Como era de esperar, el cierre se ha centrado mucho más en los personajes que en explicar de qué iba todo. Las alusiones a, sobre todo, la primera temporada han sido realmente curiosas, y esos reencuentros han hecho que, francamente, no importen demasiado las extrañezas, incoherencias o interrogantes que se han dejado por el camino. Justo al final, los personajes han vuelto a adueñarse de la serie, como al principio. Es un cierre más que digno para ellos.
No ha sido un final con excesivas respuestas. Es más, parece que se han esforzado en explicar más la última temporada (con los flashforwards) que otros misterios sobre la isla aún sin responder. Quizás porque tampoco tenía mucha fé en que los respondieran no he echado de menos esas respuestas, mientras que me emocioné viendo a nuestros losties recordar tiempos pasados, con esas miradas de cariño en cuanto caían en la cuenta de quiénes eran y donde habían estado. Todos llegaron a la isla estando solos y perdidos en su propio camino. Ahora ya no lo están. Todos, tarde o temprano (y tanto fuera como dentro de la isla), acaban muriendo y reencontrándose en esa preciosa escena de la iglesia, para finalmente entrar juntos al “más allá”.

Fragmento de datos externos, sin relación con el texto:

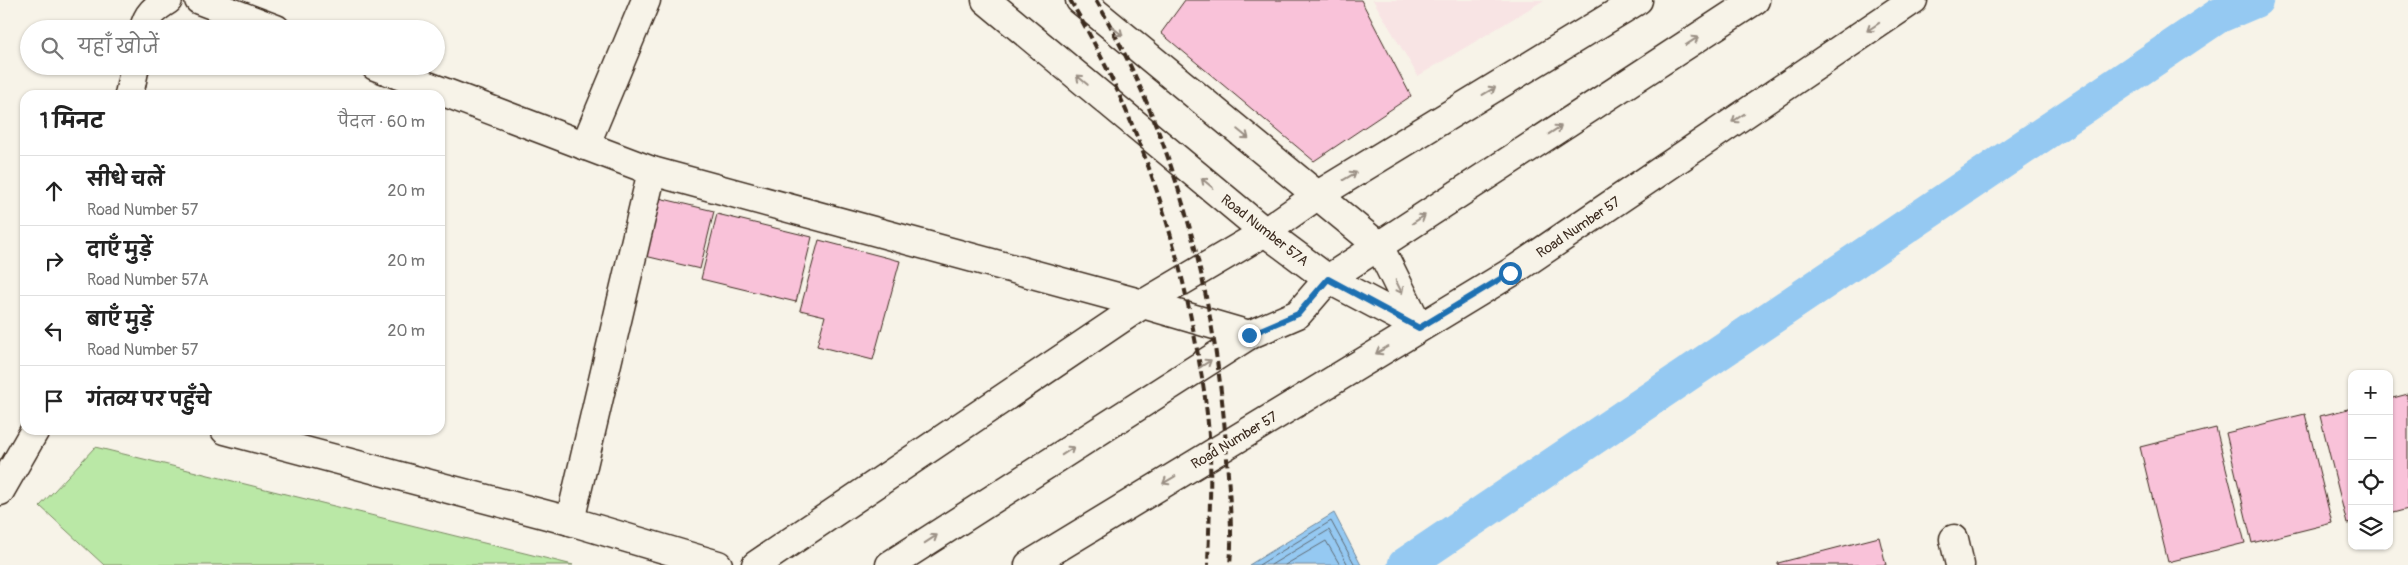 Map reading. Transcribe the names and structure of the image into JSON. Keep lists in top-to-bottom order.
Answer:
{
  "streets": {
    "street": ["Road Number 57", "Road Number 57A"]
  },
  "crossings": [
    ["Road Number 57", "Road Number 57A"]
  ],
  "page": {
    "search": "यहाँ खोजें",
    "heading": ["1 मिनट", "पैदल · 60 m"],
    "list": [
      ["सीधे चलें", "Road Number 57", "20 m"],
      ["दाएँ मुड़ें", "Road Number 57A", "20 m"],
      ["बाएँ मुड़ें", "Road Number 57", "20 m"],
      "गंतव्य पर पहुँचे"
    ],
    "map_buttons": ["+", "−"]
  }
}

En general, he visto como hay tantos defensores como detractores del final, y es normal. Siempre es difícil contentar a todos. Pero en lo que seguro que estaremos todos de acuerdo es que a partir de hoy todos echaremos un poco de menos a ‘Lost’. No le doy un sobresaliente porque aún así se ha echado de menos alguna respuesta más, pero le doy un notable por todo lo comentado anteriormente. Han sido seis temporadas, muchas horas, viviendo con esos personajes. Con eso es con lo que debemos quedarnos.

En cuanto al final, no por típico deja de ser correcto. No es un sueño de Vincent y tampoco termina con un fundido en negro; nos ofrecen un final impactante y, a la vez, emotivo para todos, con reencuentros y viejos personajes que vuelven para hacer disfrutar a los espectadores (que al fin y al cabo es lo que cuenta). Las connotaciones místicas y religiosas siempre han estado presentes en la serie, y aunque esperaba un final más tangible, esta alegoría del purgatorio también me satisface. ¿El resto de incógnitas? Yo no necesito más respuesta
Estoy decepcionado porque como muchos otros querría haber visto otro final. Un final que me diese respuestas a lo que más me intrigaba de la serie: Qué es Dharma, los osos polares, el por qué del Humo Negro, qué es la Isla… cierto que es un final abierto, con múltiples interpretaciones, pero hubiese preferido otro. Y en cierto modo, y aunque suene a catetada, ‘Lost’ me ha recordado mucho al final de ‘Los Serrano’, ese final tan improvisado que tanto odiamos los seriéfilos, pero hecho de forma bonita y entrañable, que para eso son americanos. Seis años disfrutando de una serie, que podía acabar de mil maneras diferentes, mucho mejores que la elegida. Son ABC, son un equipo de producción inmerso en la industria televisiva más potente del mundo. Tienen los mejores guionistas, una audiencia enorme esperando multitud de respuestas… ¿Este final está a la altura del potencial económico, humano y creativo medio del que procede? Yo creo que no.

Y hasta aquí nuestras sensaciones de este último episodio del que se van a escribir ríos de tinta y tecleos a millones. ¿Lo único malo de todo esto? Que no vamos a tener más ‘Lost‘, aunque siempre nos quedará el DVD y todas las opiniones que tengáis acerca de este último episodio, las cuales son bienvenidas como siempre.